81 - Chlorination and oxidation of the extracellular matrix protein laminin and basement membrane extracts by hypochlorous acid and myeloperoxidase

Abstract

Background Basement membranes (BM) are specialized extracellular matrices that underlie arterial wall endothelial cells, with laminin being a key structural and biologically-active component. Hypochlorous acid (HOCl), a potent oxidizing and chlorinating agent, is formed in vivo at sites of inflammation via the enzymatic action of myeloperoxidase (MPO), released by activated leukocytes. Considerable data supports a role for MPO-derived oxidants in cardiovascular disease and particularly atherosclerosis. These effects may be mediated via extracellular matrix damage to which MPO binds avidly. Hypothesis That HOCl and MPO-derived oxidants selectively modify isolated laminin and laminin in basement membrane extracts, and that MPO-mediated damage to laminin occurs in human atherosclerotic lesions. Results Mass spectrometry with peptide mass mapping was used to detect and quantify sites of oxidation and chlorination.
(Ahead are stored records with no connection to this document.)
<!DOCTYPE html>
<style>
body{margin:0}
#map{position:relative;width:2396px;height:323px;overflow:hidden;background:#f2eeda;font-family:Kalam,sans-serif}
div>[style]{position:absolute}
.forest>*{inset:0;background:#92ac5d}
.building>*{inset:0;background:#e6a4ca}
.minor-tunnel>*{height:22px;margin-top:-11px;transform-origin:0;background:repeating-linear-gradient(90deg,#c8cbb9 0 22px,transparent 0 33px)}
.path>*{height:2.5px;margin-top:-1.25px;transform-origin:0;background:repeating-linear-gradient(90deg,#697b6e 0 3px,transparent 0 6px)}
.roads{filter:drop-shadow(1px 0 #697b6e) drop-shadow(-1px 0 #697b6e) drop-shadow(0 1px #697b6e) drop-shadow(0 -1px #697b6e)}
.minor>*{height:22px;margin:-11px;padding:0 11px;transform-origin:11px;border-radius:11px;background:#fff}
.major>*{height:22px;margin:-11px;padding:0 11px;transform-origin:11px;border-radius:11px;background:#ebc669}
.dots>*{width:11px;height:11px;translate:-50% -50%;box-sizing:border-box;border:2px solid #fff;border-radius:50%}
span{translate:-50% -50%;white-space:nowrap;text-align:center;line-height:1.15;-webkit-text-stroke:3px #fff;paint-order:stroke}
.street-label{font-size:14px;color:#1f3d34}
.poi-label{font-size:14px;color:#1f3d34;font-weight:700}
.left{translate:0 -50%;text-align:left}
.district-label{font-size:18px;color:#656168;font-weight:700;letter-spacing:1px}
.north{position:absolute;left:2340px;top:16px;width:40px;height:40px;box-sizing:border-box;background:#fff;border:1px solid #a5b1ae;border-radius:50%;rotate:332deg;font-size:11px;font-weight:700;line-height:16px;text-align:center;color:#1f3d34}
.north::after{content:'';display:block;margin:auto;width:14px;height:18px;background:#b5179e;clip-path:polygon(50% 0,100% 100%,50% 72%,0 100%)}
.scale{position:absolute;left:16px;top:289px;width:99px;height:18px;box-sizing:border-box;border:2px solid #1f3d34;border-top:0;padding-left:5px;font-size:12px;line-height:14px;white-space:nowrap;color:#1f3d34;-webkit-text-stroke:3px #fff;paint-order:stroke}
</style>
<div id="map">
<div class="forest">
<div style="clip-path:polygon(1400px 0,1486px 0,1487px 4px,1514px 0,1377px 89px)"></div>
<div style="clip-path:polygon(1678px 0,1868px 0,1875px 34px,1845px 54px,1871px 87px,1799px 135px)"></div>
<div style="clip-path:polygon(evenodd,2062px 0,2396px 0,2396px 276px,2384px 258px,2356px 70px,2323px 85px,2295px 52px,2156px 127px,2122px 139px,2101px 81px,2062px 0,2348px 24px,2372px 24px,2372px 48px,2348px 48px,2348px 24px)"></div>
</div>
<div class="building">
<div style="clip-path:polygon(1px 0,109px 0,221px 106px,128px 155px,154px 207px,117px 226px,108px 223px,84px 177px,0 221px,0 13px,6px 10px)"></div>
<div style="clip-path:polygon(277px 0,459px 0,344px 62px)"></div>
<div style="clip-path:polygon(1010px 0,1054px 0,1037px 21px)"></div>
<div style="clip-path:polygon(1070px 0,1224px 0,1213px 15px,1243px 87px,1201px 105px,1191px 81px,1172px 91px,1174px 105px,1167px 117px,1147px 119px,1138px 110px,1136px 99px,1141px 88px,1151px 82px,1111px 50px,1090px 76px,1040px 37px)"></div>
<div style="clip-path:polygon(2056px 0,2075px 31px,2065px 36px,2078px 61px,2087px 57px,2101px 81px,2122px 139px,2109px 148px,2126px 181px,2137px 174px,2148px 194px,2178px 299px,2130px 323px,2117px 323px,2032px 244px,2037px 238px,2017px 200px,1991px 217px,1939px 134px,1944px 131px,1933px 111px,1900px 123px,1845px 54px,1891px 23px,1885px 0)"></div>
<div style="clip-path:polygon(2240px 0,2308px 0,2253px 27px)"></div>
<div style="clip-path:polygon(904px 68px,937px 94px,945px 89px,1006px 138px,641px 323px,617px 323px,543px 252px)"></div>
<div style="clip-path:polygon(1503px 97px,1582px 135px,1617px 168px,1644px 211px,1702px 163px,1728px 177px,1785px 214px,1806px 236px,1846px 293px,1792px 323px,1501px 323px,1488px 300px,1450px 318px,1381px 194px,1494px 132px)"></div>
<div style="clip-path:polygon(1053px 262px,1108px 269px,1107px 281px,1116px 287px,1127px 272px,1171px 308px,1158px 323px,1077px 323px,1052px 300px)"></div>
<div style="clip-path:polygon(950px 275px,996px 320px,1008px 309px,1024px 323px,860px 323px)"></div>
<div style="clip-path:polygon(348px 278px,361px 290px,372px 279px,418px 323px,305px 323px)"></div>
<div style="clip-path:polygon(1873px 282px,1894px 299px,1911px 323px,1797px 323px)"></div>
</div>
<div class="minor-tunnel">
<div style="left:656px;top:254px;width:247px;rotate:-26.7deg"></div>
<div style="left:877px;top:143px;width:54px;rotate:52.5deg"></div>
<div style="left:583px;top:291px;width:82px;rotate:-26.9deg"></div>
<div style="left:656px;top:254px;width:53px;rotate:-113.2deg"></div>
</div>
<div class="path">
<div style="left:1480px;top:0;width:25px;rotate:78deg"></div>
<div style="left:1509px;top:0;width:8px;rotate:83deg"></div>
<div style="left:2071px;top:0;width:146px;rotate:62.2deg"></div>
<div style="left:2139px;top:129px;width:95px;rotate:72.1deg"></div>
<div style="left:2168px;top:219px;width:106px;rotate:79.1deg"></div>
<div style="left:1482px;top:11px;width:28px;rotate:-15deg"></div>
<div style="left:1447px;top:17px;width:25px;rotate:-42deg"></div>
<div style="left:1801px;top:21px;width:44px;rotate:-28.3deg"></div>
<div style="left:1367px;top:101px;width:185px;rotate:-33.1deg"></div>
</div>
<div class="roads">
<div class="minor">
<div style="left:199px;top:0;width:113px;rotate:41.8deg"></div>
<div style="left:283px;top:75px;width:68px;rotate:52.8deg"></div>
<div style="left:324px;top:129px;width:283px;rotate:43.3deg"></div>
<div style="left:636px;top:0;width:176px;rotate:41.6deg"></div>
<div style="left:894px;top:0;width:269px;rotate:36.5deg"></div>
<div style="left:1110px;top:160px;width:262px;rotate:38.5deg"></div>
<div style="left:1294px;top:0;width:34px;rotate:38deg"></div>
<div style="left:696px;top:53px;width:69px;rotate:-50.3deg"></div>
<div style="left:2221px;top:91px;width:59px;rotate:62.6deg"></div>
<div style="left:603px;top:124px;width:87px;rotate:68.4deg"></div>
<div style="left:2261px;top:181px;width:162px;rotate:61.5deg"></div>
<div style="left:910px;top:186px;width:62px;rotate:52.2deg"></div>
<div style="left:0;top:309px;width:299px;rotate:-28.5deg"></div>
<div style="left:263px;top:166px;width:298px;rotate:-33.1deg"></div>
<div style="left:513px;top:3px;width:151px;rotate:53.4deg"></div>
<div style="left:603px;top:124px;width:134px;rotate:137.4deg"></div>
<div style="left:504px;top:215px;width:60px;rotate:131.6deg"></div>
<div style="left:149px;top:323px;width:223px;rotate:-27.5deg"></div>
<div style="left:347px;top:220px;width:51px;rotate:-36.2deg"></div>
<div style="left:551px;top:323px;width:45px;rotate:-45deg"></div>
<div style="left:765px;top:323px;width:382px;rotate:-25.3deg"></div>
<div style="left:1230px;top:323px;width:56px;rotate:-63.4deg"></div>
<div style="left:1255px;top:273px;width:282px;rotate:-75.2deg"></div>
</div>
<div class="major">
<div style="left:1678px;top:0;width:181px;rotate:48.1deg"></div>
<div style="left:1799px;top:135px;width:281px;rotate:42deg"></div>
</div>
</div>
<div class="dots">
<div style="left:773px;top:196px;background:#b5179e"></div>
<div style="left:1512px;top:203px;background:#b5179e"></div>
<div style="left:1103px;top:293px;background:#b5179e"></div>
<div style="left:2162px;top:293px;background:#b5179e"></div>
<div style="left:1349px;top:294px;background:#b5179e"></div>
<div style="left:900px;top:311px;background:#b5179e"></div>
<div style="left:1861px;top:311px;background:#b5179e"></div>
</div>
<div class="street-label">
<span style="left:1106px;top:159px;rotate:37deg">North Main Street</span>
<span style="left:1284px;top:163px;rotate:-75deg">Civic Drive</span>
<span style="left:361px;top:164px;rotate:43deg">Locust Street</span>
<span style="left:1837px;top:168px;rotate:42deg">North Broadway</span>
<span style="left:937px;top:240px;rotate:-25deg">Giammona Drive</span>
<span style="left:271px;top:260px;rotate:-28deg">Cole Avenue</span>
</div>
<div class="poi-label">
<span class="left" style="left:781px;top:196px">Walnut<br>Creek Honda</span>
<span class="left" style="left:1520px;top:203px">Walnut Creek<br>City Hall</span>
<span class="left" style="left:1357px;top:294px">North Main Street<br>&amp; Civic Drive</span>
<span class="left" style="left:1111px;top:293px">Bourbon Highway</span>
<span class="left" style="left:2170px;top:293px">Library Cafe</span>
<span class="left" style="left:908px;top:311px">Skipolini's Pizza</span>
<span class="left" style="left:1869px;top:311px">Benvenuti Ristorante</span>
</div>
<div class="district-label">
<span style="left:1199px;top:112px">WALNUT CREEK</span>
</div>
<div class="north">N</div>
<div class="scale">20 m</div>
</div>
Increased modification was detected on isolated laminin-111, and laminin in BM extracts, with increasing oxidant exposure. Damage was detected at multiple Met, Trp and Tyr residues, with Met residues the most heavily modified. Fewer modifications were detected with BME, possibly due to the shielding effects. HOCl oxidized 30 (of 56 total) Met and 7 (of 24) Trp residues, and chlorinated 33 (of 99) Tyr residues; 3 Tyr were also dichlorinated. An additional 8 Met and 10 Trp oxidations, 14 chlorinations, and 18 dichlorinations were detected with MPO/H2O2/Cl- compared to reagent HOCl. Chlorination was detected at Tyr2415 in the integrin-binding region, providing a rationale for decreased cell adhesion to HOCl-modified laminin. Co-localization of MPO-damaged epitopes and laminin was detected in human atherosclerotic lesions. Conclusions These data indicate that laminin is extensively modified by MPO-derived oxidants, and induces structural and functional changes. These modifications, and compromised cell-matrix interactions, may promote endothelial cell dysfunction, weaken the structure of atherosclerotic lesions, and enhance lesion rupture.